Observability & tracing
| Tool | Verdict | Review |
| Langfuse | ★ default | Open-source LLM tracing, costs, prompt management, evals. Self-host or cloud. Default for observability. |
| LangSmith | solid | Polished tracing/eval (LangChain-native, works standalone). Commercial. |
| Arize Phoenix | solid | Open tracing + eval + drift, OpenTelemetry-based. |
Agents & tool use
| Tool | Verdict | Review |
| LangGraph | ★ default | Explicit state-machine/graph agents — controllable, debuggable, supports human-in-the-loop + persistence. Default for real agents. |
| CrewAI / AutoGen | solid | Multi-agent collaboration frameworks. Fast to demo; watch token cost + loops. |
| MCP (Model Context Protocol) | ★ (standard) | Open standard for tool/data connectors to LLMs. Increasingly the way to expose tools to agents. |
Fine-tuning & training
| Tool | Verdict | Review |
| PEFT / LoRA (HF) | ★ default | Parameter-efficient fine-tuning — adapt a model on one GPU. The default approach. |
| Axolotl / Unsloth | solid | Config-driven (Axolotl) / 2× faster + low-mem (Unsloth) fine-tuning wrappers. |
| Hugging Face (Transformers/Datasets/Hub) | ★ default | The model + dataset hub and libraries everything builds on. |
A sensible default stack
- Access: LiteLLM (multi-provider, budgets, fallbacks).

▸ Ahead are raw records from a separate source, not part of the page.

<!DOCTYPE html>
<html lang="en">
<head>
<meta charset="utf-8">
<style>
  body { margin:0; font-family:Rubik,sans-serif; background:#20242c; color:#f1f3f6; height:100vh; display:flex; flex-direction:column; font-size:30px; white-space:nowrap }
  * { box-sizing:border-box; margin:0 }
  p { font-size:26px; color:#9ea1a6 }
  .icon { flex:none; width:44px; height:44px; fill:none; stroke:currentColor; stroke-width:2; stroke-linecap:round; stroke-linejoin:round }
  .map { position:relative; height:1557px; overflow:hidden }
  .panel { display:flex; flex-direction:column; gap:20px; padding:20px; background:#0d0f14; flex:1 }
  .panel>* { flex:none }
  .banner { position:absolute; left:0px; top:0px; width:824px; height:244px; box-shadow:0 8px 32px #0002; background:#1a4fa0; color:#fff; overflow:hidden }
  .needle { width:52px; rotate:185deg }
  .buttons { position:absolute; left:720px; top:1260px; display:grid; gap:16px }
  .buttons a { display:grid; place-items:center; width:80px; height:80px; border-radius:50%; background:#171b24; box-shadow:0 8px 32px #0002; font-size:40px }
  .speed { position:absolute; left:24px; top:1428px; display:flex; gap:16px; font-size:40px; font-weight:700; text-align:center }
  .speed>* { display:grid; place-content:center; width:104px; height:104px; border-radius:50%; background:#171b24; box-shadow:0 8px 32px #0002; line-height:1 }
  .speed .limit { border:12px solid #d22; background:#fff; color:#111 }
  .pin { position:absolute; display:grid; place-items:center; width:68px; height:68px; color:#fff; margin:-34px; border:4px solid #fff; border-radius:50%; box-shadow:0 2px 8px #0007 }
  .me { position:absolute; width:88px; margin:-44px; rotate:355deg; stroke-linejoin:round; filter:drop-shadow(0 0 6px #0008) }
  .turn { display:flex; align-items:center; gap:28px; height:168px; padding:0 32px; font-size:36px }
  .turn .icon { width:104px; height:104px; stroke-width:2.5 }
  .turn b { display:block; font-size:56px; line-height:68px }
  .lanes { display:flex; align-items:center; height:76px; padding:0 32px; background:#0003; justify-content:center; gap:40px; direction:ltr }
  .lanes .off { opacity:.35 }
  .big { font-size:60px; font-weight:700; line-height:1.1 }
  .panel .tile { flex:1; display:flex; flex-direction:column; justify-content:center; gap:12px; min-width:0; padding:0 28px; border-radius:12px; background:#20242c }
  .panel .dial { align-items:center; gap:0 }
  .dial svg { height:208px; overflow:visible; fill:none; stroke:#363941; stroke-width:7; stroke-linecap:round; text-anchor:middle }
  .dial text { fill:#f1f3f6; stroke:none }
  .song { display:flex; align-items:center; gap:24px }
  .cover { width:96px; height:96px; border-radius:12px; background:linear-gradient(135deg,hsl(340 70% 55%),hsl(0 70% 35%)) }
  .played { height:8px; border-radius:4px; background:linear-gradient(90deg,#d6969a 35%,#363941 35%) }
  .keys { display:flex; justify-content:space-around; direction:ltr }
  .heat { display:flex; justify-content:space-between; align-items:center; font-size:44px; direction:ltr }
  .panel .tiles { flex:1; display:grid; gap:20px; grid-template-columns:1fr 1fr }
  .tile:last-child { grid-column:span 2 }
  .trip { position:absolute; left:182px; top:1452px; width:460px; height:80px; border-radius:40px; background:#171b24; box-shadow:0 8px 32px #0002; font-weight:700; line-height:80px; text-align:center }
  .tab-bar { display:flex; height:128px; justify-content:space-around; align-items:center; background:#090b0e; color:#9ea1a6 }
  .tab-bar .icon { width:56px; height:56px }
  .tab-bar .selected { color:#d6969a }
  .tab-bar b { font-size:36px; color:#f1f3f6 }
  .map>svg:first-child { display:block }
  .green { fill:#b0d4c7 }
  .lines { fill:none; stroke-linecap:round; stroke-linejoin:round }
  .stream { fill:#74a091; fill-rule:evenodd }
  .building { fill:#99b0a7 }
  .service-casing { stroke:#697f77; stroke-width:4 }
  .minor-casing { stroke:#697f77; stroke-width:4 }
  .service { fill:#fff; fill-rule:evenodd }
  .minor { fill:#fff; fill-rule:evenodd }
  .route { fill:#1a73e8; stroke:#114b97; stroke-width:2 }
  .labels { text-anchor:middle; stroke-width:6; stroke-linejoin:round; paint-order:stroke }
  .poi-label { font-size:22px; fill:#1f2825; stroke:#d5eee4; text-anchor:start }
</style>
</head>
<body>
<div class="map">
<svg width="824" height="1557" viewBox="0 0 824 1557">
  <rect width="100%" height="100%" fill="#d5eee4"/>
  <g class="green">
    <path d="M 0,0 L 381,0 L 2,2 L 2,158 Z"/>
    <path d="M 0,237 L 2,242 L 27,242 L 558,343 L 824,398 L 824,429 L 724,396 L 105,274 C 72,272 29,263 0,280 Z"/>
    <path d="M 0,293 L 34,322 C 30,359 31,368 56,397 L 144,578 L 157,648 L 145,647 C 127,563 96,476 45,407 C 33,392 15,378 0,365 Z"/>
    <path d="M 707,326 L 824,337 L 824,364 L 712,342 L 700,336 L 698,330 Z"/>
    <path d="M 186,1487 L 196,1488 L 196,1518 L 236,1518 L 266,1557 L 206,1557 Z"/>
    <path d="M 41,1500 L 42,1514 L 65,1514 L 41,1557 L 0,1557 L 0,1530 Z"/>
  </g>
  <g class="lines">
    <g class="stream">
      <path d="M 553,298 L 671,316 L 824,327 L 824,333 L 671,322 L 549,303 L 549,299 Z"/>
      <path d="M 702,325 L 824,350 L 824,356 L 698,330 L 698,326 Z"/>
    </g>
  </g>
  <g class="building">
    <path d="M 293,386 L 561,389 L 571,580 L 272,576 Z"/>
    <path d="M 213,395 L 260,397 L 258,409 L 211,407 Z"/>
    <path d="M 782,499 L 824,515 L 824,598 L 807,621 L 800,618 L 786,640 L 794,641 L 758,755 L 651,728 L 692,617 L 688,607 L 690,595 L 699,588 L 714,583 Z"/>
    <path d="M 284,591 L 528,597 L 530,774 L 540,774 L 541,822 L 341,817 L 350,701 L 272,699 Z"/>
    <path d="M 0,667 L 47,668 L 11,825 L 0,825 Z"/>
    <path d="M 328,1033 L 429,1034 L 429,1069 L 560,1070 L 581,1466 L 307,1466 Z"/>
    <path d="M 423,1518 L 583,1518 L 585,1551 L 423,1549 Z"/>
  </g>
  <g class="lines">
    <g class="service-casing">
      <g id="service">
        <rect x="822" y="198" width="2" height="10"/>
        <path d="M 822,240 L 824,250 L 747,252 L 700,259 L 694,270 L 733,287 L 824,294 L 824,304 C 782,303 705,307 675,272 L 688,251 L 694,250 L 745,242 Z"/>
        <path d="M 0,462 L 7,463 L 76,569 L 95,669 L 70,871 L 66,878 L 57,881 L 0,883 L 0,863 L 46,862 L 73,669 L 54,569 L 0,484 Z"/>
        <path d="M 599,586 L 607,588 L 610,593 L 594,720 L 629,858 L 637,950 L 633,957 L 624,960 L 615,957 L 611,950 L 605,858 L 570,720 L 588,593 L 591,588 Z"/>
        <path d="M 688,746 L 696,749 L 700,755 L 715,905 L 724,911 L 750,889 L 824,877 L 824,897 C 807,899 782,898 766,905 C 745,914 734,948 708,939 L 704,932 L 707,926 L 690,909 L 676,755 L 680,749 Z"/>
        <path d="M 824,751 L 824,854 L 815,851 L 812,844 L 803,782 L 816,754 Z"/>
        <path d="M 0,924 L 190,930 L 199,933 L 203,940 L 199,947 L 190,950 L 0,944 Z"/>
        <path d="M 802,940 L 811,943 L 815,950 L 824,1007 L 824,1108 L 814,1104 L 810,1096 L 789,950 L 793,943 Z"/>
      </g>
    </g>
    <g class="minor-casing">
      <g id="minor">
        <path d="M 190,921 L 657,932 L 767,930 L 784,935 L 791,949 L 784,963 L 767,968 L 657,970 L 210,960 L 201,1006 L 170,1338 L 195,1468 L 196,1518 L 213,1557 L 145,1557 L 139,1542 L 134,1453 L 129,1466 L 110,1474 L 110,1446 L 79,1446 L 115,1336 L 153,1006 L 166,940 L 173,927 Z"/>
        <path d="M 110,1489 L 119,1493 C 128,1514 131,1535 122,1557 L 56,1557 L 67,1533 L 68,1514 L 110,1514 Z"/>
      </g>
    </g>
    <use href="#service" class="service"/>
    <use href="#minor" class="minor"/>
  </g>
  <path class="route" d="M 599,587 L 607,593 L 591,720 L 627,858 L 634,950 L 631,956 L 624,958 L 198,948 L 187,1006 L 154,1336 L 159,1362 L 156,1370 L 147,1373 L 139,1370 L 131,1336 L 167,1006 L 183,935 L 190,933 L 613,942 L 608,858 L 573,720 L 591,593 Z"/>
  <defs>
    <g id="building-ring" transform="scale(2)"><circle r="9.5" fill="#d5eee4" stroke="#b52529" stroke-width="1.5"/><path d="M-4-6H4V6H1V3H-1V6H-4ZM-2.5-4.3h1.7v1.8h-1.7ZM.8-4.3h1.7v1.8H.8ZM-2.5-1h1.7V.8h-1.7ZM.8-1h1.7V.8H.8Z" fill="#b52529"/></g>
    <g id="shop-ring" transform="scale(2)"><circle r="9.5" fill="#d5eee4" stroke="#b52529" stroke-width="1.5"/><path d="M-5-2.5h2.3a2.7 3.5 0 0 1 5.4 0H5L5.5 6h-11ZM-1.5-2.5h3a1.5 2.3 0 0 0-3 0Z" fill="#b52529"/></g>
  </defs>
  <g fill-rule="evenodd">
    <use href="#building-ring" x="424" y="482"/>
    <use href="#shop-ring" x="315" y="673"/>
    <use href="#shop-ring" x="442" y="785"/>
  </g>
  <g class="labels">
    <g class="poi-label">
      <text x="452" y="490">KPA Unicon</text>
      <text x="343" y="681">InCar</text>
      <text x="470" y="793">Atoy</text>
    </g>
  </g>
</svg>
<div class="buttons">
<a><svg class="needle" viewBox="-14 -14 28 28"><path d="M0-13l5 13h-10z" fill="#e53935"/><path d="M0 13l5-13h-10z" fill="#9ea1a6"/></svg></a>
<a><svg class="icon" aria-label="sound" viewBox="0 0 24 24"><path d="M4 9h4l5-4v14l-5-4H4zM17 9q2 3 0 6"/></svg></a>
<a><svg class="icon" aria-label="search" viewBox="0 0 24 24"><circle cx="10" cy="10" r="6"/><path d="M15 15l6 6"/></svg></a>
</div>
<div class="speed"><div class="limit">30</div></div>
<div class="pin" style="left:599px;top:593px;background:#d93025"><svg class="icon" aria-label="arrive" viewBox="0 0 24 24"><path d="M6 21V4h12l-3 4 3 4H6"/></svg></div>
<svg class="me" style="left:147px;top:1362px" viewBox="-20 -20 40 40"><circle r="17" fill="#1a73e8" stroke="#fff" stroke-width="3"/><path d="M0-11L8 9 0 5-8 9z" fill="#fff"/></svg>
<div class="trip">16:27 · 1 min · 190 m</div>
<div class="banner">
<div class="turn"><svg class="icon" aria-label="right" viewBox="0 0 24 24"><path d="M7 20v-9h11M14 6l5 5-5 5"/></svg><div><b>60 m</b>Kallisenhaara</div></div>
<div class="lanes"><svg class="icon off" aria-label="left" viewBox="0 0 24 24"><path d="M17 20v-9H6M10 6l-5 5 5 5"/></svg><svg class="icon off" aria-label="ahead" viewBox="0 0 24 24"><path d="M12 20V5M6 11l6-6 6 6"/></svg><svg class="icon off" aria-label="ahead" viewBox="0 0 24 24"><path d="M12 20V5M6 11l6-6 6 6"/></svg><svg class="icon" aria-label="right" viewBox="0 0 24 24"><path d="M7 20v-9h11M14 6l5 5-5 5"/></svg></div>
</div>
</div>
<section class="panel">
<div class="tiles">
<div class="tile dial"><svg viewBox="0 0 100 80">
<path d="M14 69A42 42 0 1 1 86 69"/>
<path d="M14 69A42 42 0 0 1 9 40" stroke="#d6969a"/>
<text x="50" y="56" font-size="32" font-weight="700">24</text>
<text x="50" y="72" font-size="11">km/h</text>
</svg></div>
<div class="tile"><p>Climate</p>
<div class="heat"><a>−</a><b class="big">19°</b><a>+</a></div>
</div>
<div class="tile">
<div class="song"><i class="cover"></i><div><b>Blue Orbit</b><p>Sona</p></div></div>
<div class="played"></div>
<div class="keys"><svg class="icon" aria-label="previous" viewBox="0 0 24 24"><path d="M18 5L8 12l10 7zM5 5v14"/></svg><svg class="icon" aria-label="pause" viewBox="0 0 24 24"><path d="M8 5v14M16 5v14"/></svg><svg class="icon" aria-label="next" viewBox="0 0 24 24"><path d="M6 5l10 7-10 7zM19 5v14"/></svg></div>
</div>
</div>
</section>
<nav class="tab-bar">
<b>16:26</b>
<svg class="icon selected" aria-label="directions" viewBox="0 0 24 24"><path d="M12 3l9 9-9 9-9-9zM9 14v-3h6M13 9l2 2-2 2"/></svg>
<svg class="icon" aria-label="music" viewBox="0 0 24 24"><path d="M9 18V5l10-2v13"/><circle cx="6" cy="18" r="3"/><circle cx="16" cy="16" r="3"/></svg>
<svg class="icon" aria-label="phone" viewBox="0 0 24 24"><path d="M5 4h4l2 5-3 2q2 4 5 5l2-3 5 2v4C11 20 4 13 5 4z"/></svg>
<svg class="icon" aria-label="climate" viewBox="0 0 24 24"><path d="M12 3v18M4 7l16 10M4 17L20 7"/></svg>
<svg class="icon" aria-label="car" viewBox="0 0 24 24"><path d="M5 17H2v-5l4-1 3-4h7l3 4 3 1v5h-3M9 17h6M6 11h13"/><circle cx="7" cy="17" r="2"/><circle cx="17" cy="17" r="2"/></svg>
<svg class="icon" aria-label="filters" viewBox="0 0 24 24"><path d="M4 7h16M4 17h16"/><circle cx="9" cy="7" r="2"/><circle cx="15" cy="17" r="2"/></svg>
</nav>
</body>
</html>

- RAG: LlamaIndex + pgvector; embeddings via the provider or a local model.
- Agents: LangGraph + MCP tools.
- Eval: promptfoo (+ Ragas for RAG) in CI on every change.
- Observability: Langfuse (traces, cost, prompts).
- Self-host (if needed): vLLM for prod, Ollama for local dev.
- Fine-tune (if needed): PEFT/LoRA via Axolotl or Unsloth.